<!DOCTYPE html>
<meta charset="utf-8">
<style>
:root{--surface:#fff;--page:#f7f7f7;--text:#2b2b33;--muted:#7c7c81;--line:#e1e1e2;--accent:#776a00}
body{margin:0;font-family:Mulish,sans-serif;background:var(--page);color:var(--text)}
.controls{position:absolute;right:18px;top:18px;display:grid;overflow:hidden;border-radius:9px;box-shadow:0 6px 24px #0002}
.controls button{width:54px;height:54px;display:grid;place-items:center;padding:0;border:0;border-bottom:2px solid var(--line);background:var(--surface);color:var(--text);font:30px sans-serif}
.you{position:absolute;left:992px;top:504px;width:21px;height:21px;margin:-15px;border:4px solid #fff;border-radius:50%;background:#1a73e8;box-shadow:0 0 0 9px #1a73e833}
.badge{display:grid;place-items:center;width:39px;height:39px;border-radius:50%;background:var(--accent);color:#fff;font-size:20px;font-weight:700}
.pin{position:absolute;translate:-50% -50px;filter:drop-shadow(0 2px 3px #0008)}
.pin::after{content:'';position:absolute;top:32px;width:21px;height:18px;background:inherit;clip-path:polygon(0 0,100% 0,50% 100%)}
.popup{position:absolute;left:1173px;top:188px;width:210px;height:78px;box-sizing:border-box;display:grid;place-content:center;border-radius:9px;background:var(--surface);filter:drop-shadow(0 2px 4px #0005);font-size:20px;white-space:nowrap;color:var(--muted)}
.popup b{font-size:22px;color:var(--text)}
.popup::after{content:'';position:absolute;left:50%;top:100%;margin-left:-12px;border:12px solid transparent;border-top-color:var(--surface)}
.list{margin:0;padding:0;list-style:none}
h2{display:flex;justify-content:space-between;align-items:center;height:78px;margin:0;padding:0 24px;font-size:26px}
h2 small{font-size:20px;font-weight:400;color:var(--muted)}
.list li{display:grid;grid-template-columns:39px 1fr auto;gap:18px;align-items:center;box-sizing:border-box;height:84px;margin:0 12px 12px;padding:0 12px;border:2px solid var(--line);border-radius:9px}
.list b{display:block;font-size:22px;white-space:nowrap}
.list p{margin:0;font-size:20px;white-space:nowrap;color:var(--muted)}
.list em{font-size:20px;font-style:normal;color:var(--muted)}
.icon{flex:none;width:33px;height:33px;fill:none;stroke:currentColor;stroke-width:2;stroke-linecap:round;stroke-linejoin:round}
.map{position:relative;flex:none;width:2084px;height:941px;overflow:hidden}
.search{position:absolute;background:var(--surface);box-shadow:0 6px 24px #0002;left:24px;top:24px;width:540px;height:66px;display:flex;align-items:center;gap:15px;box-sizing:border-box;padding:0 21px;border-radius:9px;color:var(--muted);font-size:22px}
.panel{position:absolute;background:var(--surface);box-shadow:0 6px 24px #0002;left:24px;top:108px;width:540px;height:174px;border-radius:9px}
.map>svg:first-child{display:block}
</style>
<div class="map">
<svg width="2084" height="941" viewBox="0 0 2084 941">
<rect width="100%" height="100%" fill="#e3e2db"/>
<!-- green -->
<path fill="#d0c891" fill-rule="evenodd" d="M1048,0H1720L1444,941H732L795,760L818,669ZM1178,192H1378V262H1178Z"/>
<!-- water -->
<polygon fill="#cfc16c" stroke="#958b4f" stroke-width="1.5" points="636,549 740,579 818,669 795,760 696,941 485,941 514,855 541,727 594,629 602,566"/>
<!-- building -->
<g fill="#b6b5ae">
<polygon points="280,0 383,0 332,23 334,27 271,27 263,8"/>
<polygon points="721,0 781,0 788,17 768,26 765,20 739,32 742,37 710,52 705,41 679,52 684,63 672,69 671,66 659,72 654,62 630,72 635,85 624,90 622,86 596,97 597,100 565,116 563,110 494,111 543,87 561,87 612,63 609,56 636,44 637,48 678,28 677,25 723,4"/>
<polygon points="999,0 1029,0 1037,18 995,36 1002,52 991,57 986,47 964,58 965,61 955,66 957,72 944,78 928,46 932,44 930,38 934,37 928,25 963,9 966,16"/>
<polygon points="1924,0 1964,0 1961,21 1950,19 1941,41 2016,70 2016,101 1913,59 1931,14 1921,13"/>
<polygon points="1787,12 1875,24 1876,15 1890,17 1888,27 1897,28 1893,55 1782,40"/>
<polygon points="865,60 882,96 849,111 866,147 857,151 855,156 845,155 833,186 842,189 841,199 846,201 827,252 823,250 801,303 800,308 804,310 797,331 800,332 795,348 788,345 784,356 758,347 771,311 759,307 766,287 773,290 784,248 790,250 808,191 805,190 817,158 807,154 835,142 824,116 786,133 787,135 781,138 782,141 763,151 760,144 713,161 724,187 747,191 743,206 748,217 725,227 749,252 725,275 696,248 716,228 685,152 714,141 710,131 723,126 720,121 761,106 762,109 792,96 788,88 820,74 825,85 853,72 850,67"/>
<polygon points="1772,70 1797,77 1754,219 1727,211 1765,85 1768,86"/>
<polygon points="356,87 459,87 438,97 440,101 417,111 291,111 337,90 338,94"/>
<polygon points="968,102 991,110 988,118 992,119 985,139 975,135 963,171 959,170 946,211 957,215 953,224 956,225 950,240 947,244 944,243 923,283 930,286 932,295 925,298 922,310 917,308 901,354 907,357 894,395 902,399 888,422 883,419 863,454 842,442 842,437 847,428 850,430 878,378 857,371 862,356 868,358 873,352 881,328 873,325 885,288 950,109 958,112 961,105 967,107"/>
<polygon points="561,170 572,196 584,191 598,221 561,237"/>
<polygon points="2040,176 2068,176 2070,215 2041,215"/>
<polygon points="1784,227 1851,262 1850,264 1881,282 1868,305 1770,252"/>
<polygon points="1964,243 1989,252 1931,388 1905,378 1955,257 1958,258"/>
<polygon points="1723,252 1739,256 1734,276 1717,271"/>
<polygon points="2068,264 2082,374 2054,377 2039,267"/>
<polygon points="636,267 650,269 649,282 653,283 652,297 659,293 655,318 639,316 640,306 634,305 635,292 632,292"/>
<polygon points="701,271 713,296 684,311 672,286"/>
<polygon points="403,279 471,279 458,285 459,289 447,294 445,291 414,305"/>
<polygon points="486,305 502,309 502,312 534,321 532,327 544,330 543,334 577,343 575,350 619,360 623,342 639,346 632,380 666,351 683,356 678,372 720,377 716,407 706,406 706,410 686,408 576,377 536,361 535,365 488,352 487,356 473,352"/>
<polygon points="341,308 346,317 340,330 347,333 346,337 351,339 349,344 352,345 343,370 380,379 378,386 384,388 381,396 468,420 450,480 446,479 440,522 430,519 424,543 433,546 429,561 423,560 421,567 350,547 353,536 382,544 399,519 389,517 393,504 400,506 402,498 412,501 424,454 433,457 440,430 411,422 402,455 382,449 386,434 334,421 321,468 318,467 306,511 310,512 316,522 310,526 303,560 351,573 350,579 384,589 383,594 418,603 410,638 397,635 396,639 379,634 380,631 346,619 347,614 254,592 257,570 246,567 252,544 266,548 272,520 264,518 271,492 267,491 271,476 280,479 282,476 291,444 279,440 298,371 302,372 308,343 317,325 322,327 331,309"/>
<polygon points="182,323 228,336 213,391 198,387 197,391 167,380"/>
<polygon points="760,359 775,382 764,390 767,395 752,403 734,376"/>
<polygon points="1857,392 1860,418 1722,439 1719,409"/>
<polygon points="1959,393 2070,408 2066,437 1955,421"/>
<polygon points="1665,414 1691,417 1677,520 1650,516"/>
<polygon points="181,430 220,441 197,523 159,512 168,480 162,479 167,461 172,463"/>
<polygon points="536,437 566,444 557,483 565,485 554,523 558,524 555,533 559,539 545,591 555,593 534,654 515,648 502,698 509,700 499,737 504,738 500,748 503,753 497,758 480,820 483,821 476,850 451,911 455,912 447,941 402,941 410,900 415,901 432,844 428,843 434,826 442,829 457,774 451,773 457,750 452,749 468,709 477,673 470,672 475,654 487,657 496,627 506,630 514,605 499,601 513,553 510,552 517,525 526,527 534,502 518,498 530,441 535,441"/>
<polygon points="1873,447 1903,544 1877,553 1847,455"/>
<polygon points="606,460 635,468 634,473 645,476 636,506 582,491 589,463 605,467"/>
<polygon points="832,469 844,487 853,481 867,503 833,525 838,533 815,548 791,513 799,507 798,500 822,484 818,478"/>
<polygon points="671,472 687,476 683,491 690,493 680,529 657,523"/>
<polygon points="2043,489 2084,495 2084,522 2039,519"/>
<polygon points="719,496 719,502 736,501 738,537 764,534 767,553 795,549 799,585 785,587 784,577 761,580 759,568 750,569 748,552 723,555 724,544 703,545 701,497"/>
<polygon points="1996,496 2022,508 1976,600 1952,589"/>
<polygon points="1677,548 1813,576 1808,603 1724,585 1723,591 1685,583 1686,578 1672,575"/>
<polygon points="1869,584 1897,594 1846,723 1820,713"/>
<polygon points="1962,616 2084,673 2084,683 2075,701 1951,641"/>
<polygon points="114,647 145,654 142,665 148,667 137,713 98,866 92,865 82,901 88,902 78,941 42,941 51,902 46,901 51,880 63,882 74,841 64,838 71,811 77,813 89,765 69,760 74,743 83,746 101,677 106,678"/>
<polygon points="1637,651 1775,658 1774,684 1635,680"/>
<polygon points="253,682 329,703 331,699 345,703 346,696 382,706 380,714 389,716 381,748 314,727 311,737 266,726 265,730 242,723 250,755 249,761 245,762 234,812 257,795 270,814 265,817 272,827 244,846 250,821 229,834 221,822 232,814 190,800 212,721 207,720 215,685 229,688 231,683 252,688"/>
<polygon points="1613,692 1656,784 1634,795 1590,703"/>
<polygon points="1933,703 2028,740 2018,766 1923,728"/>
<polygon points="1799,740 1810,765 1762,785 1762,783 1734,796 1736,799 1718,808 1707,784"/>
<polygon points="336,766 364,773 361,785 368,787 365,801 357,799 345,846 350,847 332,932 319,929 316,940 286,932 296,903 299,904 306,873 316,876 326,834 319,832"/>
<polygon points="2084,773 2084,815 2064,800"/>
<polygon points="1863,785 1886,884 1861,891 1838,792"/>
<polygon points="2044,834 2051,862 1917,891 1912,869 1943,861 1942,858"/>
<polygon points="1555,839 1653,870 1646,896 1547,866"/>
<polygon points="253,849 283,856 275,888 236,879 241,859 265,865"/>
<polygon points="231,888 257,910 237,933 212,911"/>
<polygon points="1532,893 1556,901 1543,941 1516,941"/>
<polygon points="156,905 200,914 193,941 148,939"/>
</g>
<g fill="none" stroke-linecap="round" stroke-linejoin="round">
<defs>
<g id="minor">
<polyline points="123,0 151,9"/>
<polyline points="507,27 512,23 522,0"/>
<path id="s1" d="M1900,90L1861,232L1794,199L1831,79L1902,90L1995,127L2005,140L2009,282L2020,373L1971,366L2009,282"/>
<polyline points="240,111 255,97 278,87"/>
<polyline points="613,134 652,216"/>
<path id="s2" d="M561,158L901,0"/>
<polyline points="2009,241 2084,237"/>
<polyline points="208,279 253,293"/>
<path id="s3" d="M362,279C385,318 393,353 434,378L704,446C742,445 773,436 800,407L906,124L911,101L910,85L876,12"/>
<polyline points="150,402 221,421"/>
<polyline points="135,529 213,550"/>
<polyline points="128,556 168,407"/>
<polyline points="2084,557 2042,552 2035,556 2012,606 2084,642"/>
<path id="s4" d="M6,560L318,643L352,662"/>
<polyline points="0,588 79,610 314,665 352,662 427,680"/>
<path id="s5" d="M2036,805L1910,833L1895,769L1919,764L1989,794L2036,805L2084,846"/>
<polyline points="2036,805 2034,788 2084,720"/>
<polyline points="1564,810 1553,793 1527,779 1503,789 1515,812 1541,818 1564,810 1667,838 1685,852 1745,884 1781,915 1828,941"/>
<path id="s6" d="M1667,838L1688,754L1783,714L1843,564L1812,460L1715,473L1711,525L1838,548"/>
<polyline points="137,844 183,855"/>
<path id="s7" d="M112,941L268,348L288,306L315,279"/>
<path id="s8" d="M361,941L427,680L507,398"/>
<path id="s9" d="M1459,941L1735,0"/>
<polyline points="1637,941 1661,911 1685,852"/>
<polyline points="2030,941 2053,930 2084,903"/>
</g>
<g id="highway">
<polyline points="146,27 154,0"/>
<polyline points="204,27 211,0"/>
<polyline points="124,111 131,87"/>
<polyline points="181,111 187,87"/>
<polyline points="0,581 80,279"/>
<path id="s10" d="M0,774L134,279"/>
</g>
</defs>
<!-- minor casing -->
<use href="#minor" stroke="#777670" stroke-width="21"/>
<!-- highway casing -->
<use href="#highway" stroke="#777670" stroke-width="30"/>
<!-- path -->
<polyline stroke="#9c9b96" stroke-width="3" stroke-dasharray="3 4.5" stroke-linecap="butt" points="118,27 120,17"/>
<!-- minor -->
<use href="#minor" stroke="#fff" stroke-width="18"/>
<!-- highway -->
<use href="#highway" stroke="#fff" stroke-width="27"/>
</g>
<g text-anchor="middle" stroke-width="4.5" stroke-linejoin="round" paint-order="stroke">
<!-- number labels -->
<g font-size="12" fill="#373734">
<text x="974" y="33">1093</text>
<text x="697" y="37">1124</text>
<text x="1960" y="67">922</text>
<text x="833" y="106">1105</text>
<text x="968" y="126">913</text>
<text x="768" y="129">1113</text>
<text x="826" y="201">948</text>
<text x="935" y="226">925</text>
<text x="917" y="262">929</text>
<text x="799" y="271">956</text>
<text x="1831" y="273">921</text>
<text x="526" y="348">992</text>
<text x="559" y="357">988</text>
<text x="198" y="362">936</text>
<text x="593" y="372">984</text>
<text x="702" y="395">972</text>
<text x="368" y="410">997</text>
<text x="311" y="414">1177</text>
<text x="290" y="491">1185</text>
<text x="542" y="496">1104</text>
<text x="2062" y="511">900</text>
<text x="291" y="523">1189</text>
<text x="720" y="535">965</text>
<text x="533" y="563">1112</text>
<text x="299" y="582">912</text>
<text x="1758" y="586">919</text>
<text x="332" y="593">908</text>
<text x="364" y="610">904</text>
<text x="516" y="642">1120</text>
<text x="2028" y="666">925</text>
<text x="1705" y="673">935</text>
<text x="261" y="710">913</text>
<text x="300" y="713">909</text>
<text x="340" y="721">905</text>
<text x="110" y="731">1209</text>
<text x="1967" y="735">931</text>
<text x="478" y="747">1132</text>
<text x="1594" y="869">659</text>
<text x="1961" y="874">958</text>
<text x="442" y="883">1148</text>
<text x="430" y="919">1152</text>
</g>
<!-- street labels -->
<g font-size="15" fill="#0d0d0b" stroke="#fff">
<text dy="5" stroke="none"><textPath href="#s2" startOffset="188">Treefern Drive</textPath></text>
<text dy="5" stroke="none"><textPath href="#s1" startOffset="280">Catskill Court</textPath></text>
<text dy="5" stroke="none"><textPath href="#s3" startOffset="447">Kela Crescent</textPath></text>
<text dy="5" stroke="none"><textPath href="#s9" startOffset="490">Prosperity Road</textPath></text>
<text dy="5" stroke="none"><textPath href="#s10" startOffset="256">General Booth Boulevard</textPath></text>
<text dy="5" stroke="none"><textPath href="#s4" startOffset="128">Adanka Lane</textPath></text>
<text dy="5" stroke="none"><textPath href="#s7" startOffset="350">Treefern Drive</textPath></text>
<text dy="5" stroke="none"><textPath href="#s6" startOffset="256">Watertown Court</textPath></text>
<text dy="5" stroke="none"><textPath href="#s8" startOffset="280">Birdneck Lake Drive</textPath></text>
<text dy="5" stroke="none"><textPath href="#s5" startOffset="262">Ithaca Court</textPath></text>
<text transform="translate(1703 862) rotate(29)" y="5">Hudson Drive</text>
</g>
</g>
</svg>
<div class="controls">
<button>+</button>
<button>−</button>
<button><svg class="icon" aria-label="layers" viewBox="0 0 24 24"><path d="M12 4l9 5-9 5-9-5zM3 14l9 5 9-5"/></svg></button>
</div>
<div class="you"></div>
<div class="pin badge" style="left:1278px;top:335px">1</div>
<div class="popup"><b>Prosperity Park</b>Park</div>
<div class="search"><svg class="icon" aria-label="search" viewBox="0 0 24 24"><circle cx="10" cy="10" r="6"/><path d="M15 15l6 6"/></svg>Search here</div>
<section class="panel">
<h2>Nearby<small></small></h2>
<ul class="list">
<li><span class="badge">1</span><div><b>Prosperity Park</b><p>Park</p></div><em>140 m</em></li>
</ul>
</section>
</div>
|---|
▶ PROBLEM STATEMENT: Precisely the lines between those holding "solid #fff;border-radius:50%;background:#1a73e8;box-shadow:0 0" and "-50px;filter:drop-shadow(0 2px 3px", inclusive, are to be reproduced from the listing above, with nothing added.

▶ EXERCISE SOLUTION:
.you{position:absolute;left:992px;top:504px;width:21px;height:21px;margin:-15px;border:4px solid #fff;border-radius:50%;background:#1a73e8;box-shadow:0 0 0 9px #1a73e833}
.badge{display:grid;place-items:center;width:39px;height:39px;border-radius:50%;background:var(--accent);color:#fff;font-size:20px;font-weight:700}
.pin{position:absolute;translate:-50% -50px;filter:drop-shadow(0 2px 3px #0008)}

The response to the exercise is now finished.